Lovelace mentions the harpoon and specifically refers to Minkowski's plant-hunting exploits, even though she didn't witness them. So we know that someone has told her that story. And what she's taken away from hearing the story is an emphasis on Minkowski's harpoon and an admiration for her determination. I don't think Minkowski was the one to tell Lovelace about her plant-monster-hunting mission, because I don't think she's necessarily proud of it. I suspect it was Eiffel who told her - he's the most natural storyteller of the group. In Mutually Assured Destruction, soon after meeting Lovelace for the first time, he says "Nobody's told you about the Plant Monster yet? So, funny story..." And I believe  Eiffel would have told the story of Minkowski's plant monster hunt in a way that conveyed both the ridiculousness of her behaviour but also a kind of awe at her boldness and persistence.
The tone of "all of a sudden there's a harpoon in your face" is pretty similar to "That's right when you'll find me waiting for you. With a goddamn harpoon". Once again, the harpoon is portrayed as something that the Hephaestus crew's adversary won't expect, something that will play a key role in that adversary's defeat. You might almost think something was being foreshadowed here…
Characterisation through Weaponry
When we think of the harpoon as a symbol of Minkowski as a character, it seems worth drawing a comparison with the only other Wolf 359 character who I think has a form of weaponry as a big part of their brand: Jacobi and his explosives. While a harpoon certainly has a lot of potential for violence (a potential which Minkowski utilises), it is targeted and intentional in a way that bombs don't tend to be. It's harder to have collateral damage with a harpoon, and I think that reflects a difference between Minkowski and Jacobi's approach to conflict.

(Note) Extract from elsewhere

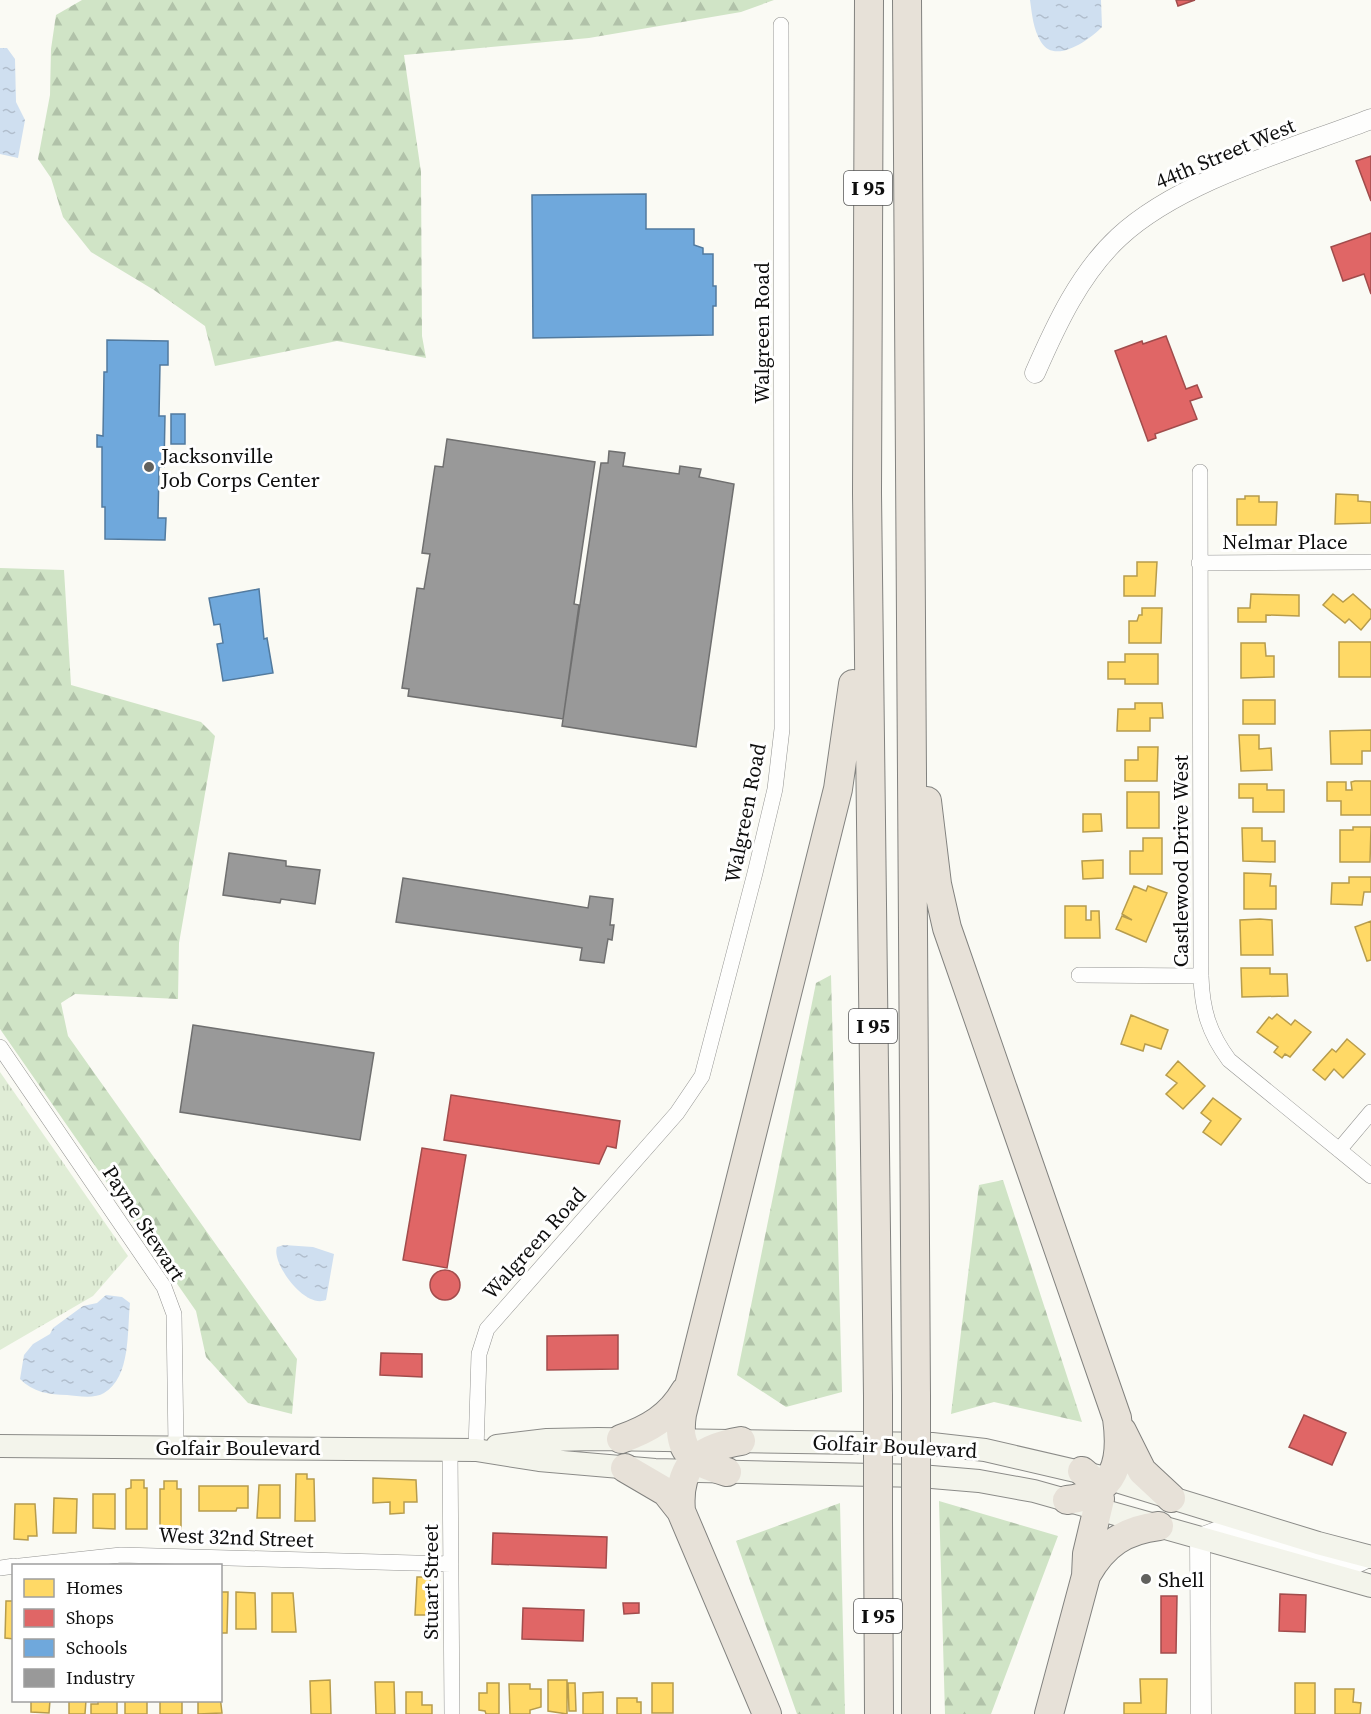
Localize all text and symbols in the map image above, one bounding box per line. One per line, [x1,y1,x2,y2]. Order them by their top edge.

A harpoon isn't really designed for combat - it's for hunting whales and other marine animals. It feels significant that Minkowski's key weapon of choice - the one she threatens the plant monster with and kills Cutter with - isn't the weapon of a soldier. She took an assault rifle with her to hunt the plant monster, but that wasn't the weapon she held onto. She's not a natural soldier, even if she'd sometimes like to think she is. 
Maxwell's Death
When Minkowski kills Maxwell, it's with a gun, not a harpoon. She's trying to be a soldier there. She's trying to do what she has to. I don't know much about how a harpoon is fired, but I've a feeling that there's less uncertainty about whether a harpoon was fired deliberately than a gun; the ambiguity around Minkowski's agency in Maxwell's death is a key part of the story that wouldn't work with a harpoon. But perhaps more importantly, I don't think there's meant to be a sense of victory or relief in Maxwell's death, unlike Cutter's. The harpoon - as a weapon that has become strongly identified with Minkowski as a character - is saved for moments when Minkowski is asserting her power in an active way that she isn't conflicted about. 
Ep61 Brave New World
About a third of the way into the finale, there's another indirect mention of the harpoon:
RACHEL Y-yes, sir… Umm, we also picked up some chatter on their weaponry supplies… Firearms, explosives, something about a harpoon…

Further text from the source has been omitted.